In full and word for word, copy the listing; no pictures belong in the copy.

====== RECORDS SUPPLIED ======

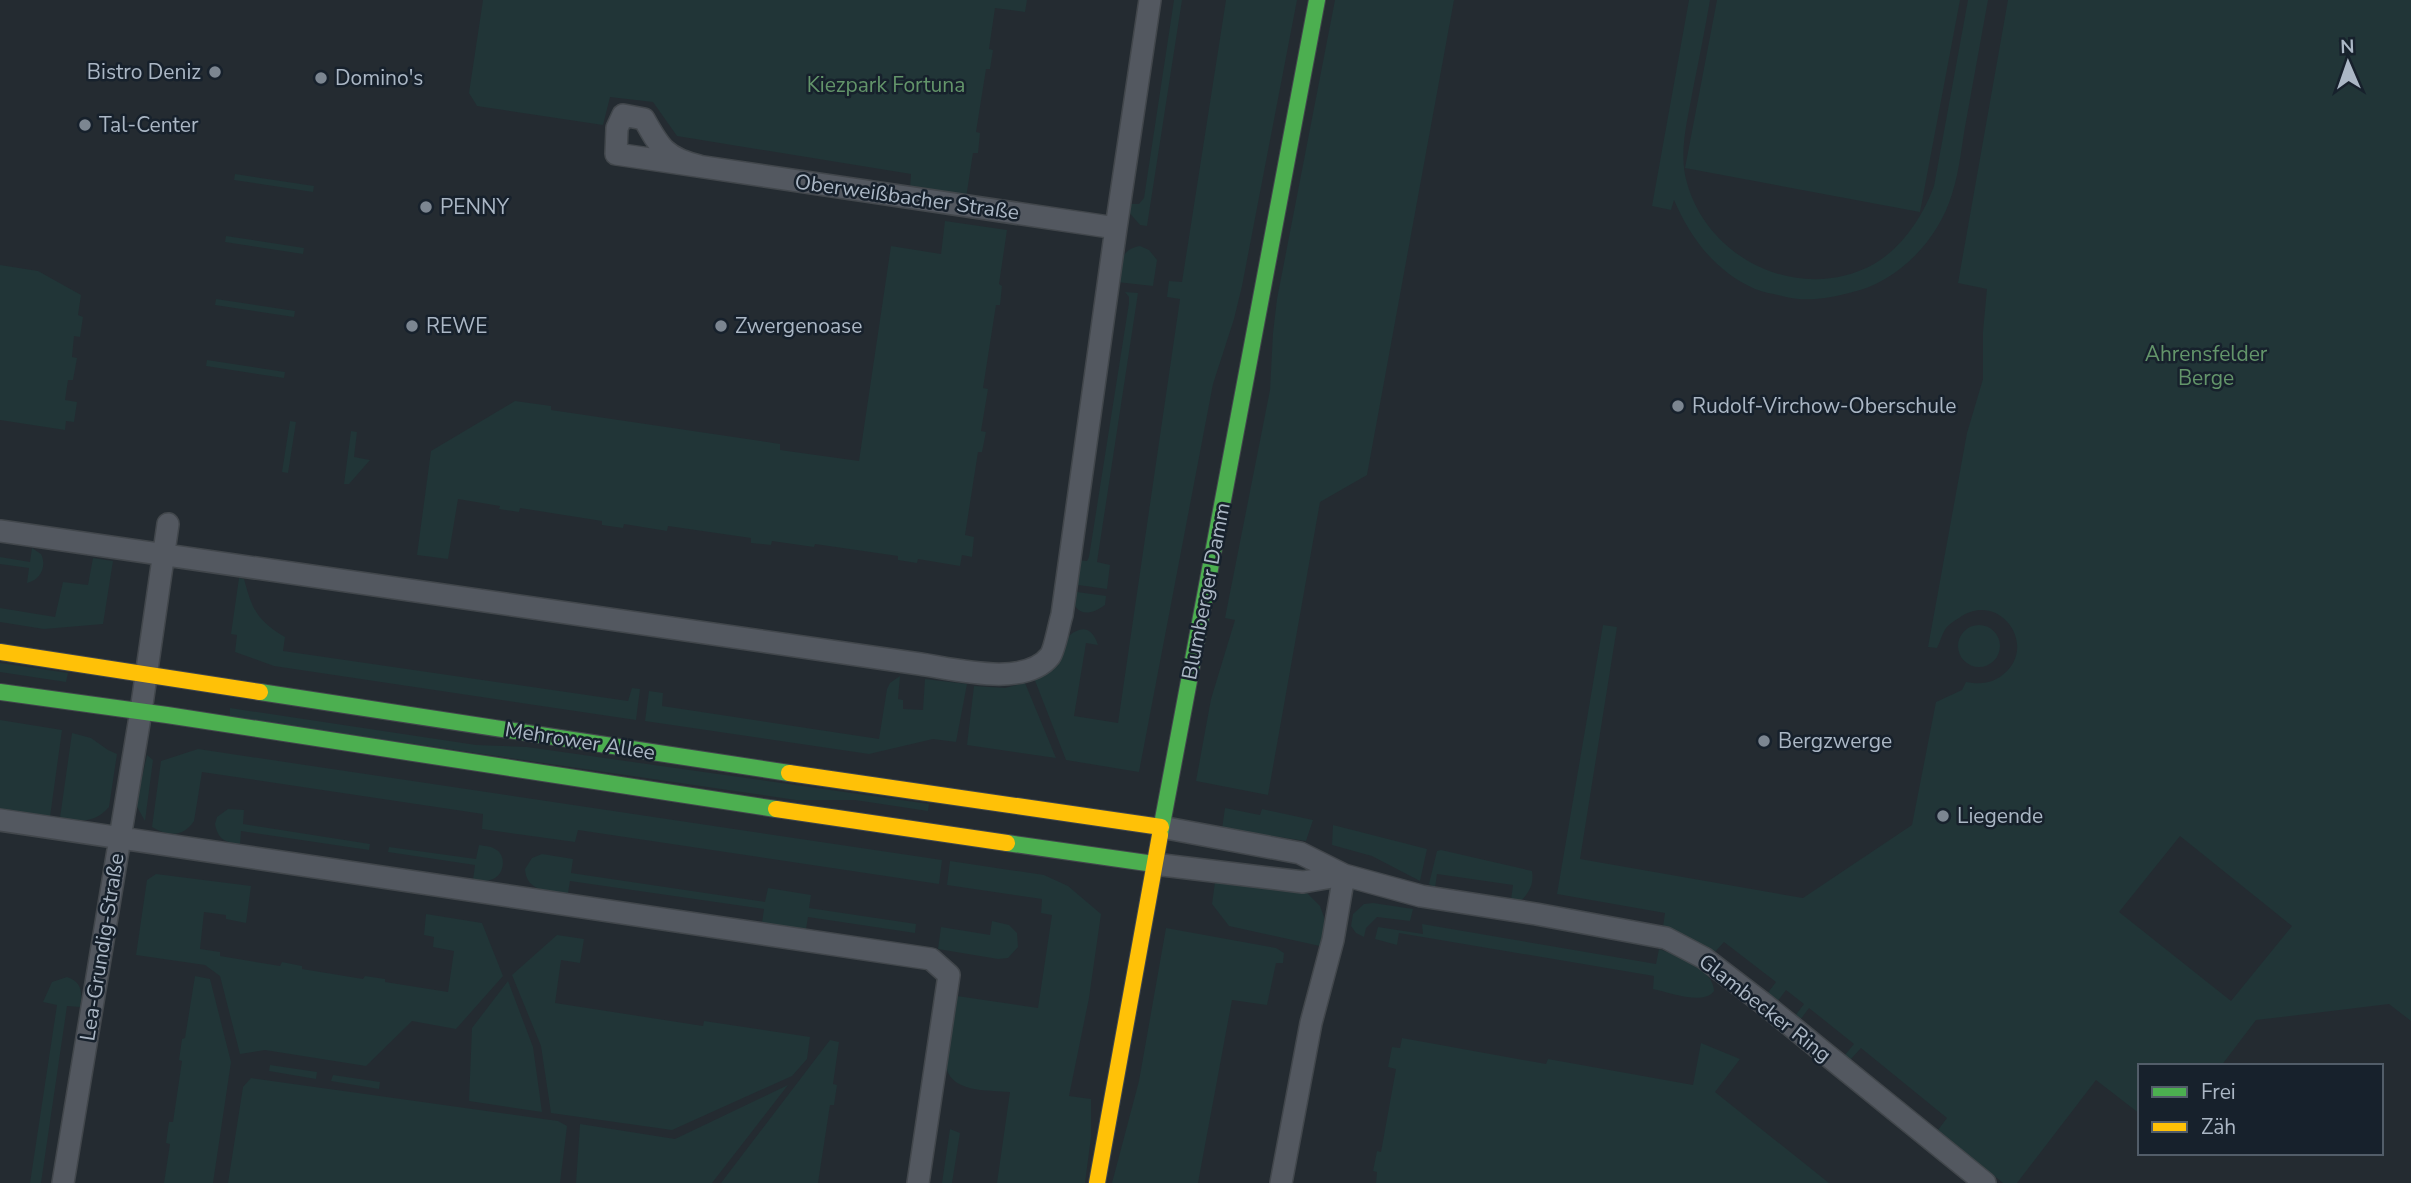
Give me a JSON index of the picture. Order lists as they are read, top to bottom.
{
  "streets": {
    "main road": ["Blumberger Damm", "Mehrower Allee"],
    "street": ["Oberweißbacher Straße", "Lea-Grundig-Straße", "Glambecker Ring"]
  },
  "crossings": [
    ["Blumberger Damm", "Mehrower Allee"],
    ["Blumberger Damm", "Glambecker Ring"],
    ["Mehrower Allee", "Lea-Grundig-Straße"],
    ["Mehrower Allee", "Glambecker Ring"]
  ],
  "parks": ["Kiezpark Fortuna", "Ahrensfelder Berge"],
  "places": [
    "Bistro Deniz",
    "Domino's",
    "Tal-Center",
    "PENNY",
    "REWE",
    "Zwergenoase",
    "Rudolf-Virchow-Oberschule",
    "Bergzwerge",
    "Liegende"
  ],
  "legend": ["Frei", "Zäh"],
  "north": "top"
}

======

◆ **SOLUTION FOR THIS TASK**
Give me a JSON index of the picture. Order lists as they are read, top to bottom.
{
  "streets": {
    "main road": ["Blumberger Damm", "Mehrower Allee"],
    "street": ["Oberweißbacher Straße", "Lea-Grundig-Straße", "Glambecker Ring"]
  },
  "crossings": [
    ["Blumberger Damm", "Mehrower Allee"],
    ["Blumberger Damm", "Glambecker Ring"],
    ["Mehrower Allee", "Lea-Grundig-Straße"],
    ["Mehrower Allee", "Glambecker Ring"]
  ],
  "parks": ["Kiezpark Fortuna", "Ahrensfelder Berge"],
  "places": [
    "Bistro Deniz",
    "Domino's",
    "Tal-Center",
    "PENNY",
    "REWE",
    "Zwergenoase",
    "Rudolf-Virchow-Oberschule",
    "Bergzwerge",
    "Liegende"
  ],
  "legend": ["Frei", "Zäh"],
  "north": "top"
}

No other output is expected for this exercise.